To mark Scotland’s Year of Stories, Glasgow Short Film Festival presents a selection of new award winning films telling diverse stories in fiction, documentary and animation. From the surprisingly international setting of a Macduff boarding house to the claustrophobia of a dysfunctional family home, via a bathroom, a beauty salon and a Skype conversation between estranged cousins, these five films collectively present a vision of Scotland and Scottish identity that reaches way beyond its traditional cultural and geographical boundaries.
Daniel Cook | 2021 | 19m | Documentary
On the north east coast, an extraordinary family have turned the previously-derelict Bayview hotel into an unofficial respite for international fishermen. Susie Seui (aka Mamma Susie) provides a home away from home for the foreign crews who are the lifeblood of Macduff’s fishing fleet.
Susie is crucial to this diaspora community who face life-threatening conditions every day and who are constantly tossed between the sea, land and home. This documentary is an intimate glimpse into her home and the transient identities of those who pass through it.
Based in Glasgow as an artist and filmmaker, Daniel Cook immerses himself in the lives of his subjects, creating work that is at once performative, factual and fictional. The Bayview won the Scotland’s Year of Stories Short Film Award at GSFF 2022, as well as a European Film Academy award nomination at Clermont-Ferrand Short Film Festival 2022.

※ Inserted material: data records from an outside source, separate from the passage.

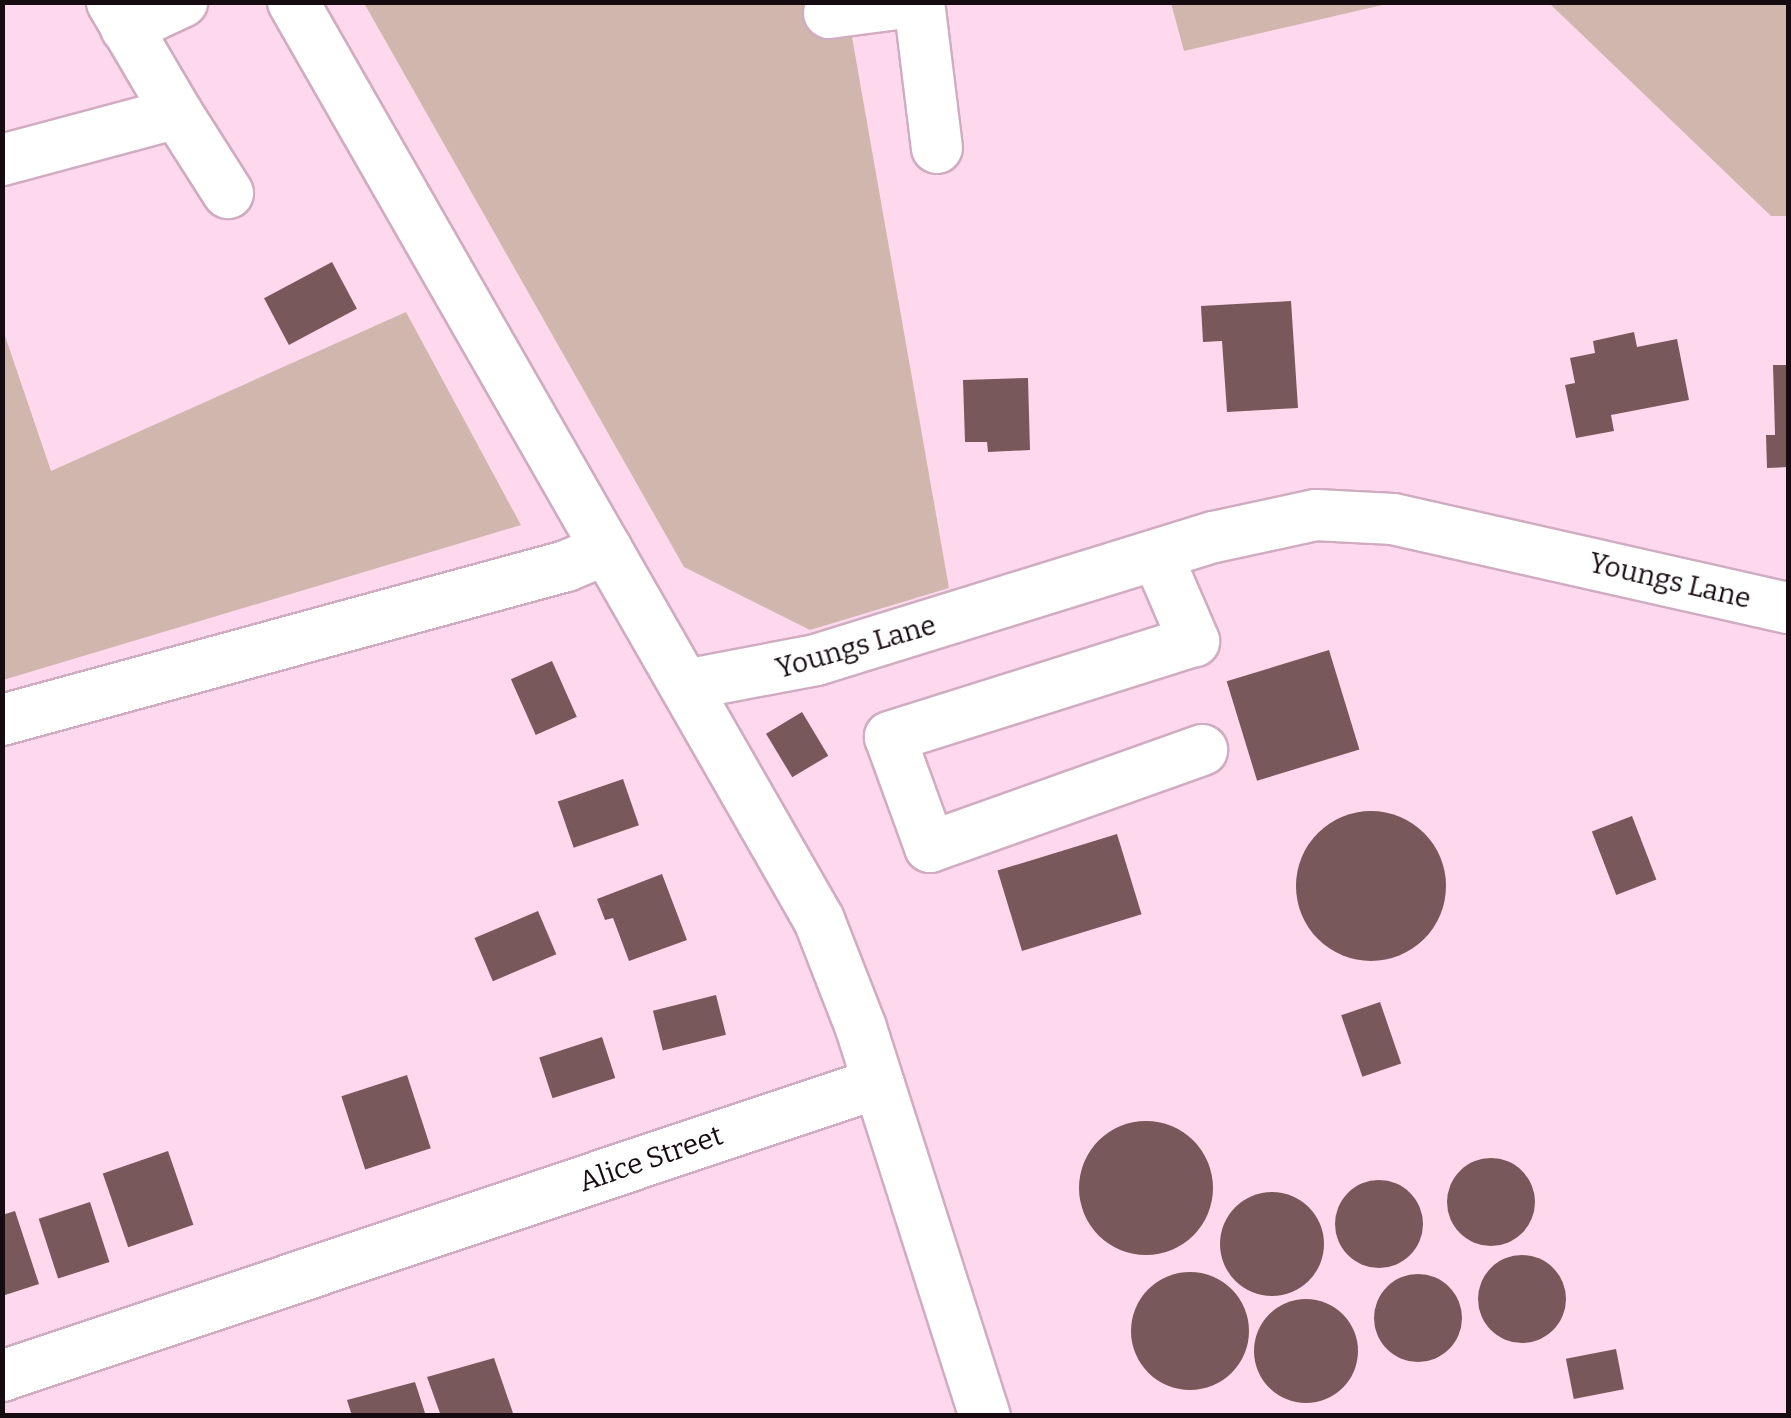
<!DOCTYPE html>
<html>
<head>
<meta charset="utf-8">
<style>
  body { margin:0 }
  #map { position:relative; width:1791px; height:1418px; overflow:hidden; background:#fed9ed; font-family:Bitter,serif }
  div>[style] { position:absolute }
  .green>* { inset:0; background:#d0b6ad }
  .building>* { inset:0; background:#79585b; transform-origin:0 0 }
  .round { border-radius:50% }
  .roads { filter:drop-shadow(2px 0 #d0acc0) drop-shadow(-2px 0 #d0acc0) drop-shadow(0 2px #d0acc0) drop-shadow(0 -2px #d0acc0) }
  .minor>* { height:50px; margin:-25px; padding:0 25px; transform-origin:25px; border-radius:25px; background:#fff }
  span { translate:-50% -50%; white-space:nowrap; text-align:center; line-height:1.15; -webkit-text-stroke:9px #fff; paint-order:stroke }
  .street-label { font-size:28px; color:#170b12 }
  .frame { position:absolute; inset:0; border:5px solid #170b12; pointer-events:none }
</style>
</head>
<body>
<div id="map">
  <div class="green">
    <div style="clip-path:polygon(364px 3px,846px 3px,949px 588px,810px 630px,684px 567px)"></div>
    <div style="clip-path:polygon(1171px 3px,1171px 2px,1391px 3px,1184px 51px)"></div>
    <div style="clip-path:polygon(1549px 3px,1788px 3px,1788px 216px,1771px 216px)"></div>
    <div style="clip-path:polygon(406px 312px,521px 525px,3px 680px,3px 330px,51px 471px)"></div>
  </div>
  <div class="building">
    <div style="left:332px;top:262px;width:53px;height:77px;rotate:62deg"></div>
    <div style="clip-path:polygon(1291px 301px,1298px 408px,1227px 412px,1222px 341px,1203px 342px,1201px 306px)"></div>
    <div style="clip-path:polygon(1634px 332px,1637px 347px,1677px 339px,1689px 400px,1611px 415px,1614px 431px,1576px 438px,1565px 385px,1575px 383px,1570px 358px,1595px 353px,1593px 341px)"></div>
    <div style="clip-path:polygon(1773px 365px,1788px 365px,1788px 467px,1767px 468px,1766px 435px,1775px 435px)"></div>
    <div style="clip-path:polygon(1028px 378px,1030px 450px,988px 452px,987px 442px,965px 442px,963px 380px)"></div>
    <div style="left:1329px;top:650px;width:104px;height:107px;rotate:73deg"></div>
    <div style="left:552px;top:661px;width:61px;height:45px;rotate:66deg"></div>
    <div style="left:802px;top:712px;width:51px;height:42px;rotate:59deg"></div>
    <div style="left:623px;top:779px;width:49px;height:69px;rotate:71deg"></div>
    <div class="round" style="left:1296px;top:811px;width:150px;height:150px"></div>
    <div style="left:1632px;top:816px;width:68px;height:43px;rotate:69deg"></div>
    <div style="left:1117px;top:834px;width:84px;height:125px;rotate:73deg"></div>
    <div style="clip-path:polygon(662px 874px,687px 940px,629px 961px,613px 918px,605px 920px,597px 899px)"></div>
    <div style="left:538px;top:911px;width:47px;height:69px;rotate:67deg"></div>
    <div style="left:716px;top:995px;width:41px;height:65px;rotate:76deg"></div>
    <div style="left:1380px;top:1002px;width:65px;height:41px;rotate:71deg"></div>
    <div style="left:602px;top:1037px;width:43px;height:66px;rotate:72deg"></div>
    <div style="left:407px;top:1075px;width:77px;height:69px;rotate:72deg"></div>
    <div class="round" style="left:1079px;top:1121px;width:134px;height:134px"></div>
    <div style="left:168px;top:1151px;width:78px;height:69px;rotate:71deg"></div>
    <div class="round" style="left:1447px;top:1158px;width:88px;height:88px"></div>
    <div class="round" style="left:1335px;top:1180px;width:88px;height:88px"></div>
    <div class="round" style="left:1220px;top:1192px;width:104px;height:104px"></div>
    <div style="left:90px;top:1202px;width:63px;height:54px;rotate:72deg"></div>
    <div style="clip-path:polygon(15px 1211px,39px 1284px,2px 1296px,2px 1215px)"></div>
    <div class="round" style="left:1478px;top:1255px;width:88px;height:88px"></div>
    <div class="round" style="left:1131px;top:1272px;width:118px;height:118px"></div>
    <div class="round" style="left:1374px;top:1274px;width:88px;height:88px"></div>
    <div class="round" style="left:1254px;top:1299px;width:104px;height:104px"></div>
    <div style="left:1616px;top:1349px;width:41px;height:51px;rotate:79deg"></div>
    <div style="clip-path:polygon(494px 1358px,514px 1416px,441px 1416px,427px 1377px)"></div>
    <div style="clip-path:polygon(415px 1382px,426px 1416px,352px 1416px,347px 1400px)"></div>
  </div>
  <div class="roads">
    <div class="minor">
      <div style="left:293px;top:2px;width:1058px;rotate:60.19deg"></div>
      <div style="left:819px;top:920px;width:116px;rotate:68.7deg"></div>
      <div style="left:861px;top:1028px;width:407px;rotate:72.3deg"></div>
      <div style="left:919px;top:2px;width:147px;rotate:83deg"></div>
      <div style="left:829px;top:13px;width:84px;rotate:-7.5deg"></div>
      <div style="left:126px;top:28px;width:62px;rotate:-24.9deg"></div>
      <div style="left:177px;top:113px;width:95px;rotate:57.5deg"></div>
      <div style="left:2px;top:160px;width:181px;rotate:-15deg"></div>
      <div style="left:177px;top:113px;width:129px;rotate:-120.4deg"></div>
      <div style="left:1157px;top:555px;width:94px;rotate:66.7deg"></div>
      <div style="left:1194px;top:641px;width:319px;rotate:162.5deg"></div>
      <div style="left:890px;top:737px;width:117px;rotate:70deg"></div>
      <div style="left:930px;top:847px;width:289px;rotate:-19.6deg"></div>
      <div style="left:685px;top:685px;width:133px;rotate:-10.8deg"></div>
      <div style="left:816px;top:660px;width:417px;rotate:-17.2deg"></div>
      <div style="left:1214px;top:537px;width:104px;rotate:-12.2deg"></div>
      <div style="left:1316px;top:515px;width:77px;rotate:3deg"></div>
      <div style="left:1393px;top:519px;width:405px;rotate:12.7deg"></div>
      <div style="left:2px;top:720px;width:585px;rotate:-15.27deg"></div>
      <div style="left:566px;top:566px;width:44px;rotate:-22.5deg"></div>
      <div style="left:2px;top:1376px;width:924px;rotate:-18.49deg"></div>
    </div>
  </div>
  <div class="street-label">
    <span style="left:1670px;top:581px;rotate:13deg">Youngs Lane</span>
    <span style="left:856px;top:647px;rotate:-16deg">Youngs Lane</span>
    <span style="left:651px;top:1159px;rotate:-19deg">Alice Street</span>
  </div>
  <div class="frame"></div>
</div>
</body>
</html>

Eilidh Nicoll | 2021 | 6m | Animation
Taking place entirely in a bathroom, a ritualistic evening of self-care spirals into claustrophobic self-scrutiny when a young woman discovers a grey hair. Drawing on horror tropes and intersecting the analogue and digital by using skin-like paper textures alongside naïve illustrations, animator Eilidh Nicoll explores the mundanities, absurdities and potential horrors of ageing and the anxieties surrounding it.
Eilidh Nicoll is an animator from Dundee and recent graduate of Edinburgh College of Art. She works primarily in 2D animation – hand drawn and digital – and is driven by an interest in process and materiality. Silvering won the Young Scottish Filmmaker Prize at GSFF 2022.
Leyla Coll-O’Reilly | 2021 | 17m | Drama
Hannah is a withdrawn and awkward teenager who has been asked to leave school for not participating. Her mother has set her up with a trial shift at a beauty salon. Hannah must navigate the hypersexualised beauty salon and controlling boss in order to turn her life around.
Leyla Coll-O’Reilly is a writer and director originally from Glasgow. She is also a theatre maker and poet and was named in The List’s top 100 artists to watch in 2019. Leyla was selected for the Scottish Film Talent Network’s Write4Film and for the New Talent Shorts development programme in 2019. Groom won Best Director at the Rhode Island International Film Festival 2022.
Born in Damascus
Laura Wadha | 2021 | 15m | Documentary
After ten years apart, a Scottish filmmaker tries to reconnect with her closest cousin. Once so similar, their paths were separated by war. As they piece together memories of Syria, they begin to wonder – “What happened to our family?”
Laura Wadha is a half Scottish/half Syrian recent graduate of the National Film and Television School where she studied an MA in Directing Documentary. Born in Damascus won a Crystal Bear at the Berlinale 2022.
Sean Lìonadh | 2022 | 17m | Drama
After a night of intoxication, a hungover and hysterical Nick wakes up next to his boyfriend Charlie and must conceal him from his own homophobic and dysfunctional family.
“Writing and directing this short film gave me the exciting opportunity to describe and face the world I was born and raised into. This short film is based on my family, on my life, on my pain. I hope that people could empathize and learn something from it.” Sean Lìonadh
Sean Lìonadh’s work has gained a huge online presence and left a notable social impact. His previous film Time for Love made for BBC, reached 16 million people online and won a Royal Television Society Award, led to a TED talk and a book, as well inspiring an LGBT movement in Boston. Too Rough won the Scottish Audience Award at GSFF 2022, as well as a Special Mention from the Scottish Competition jury.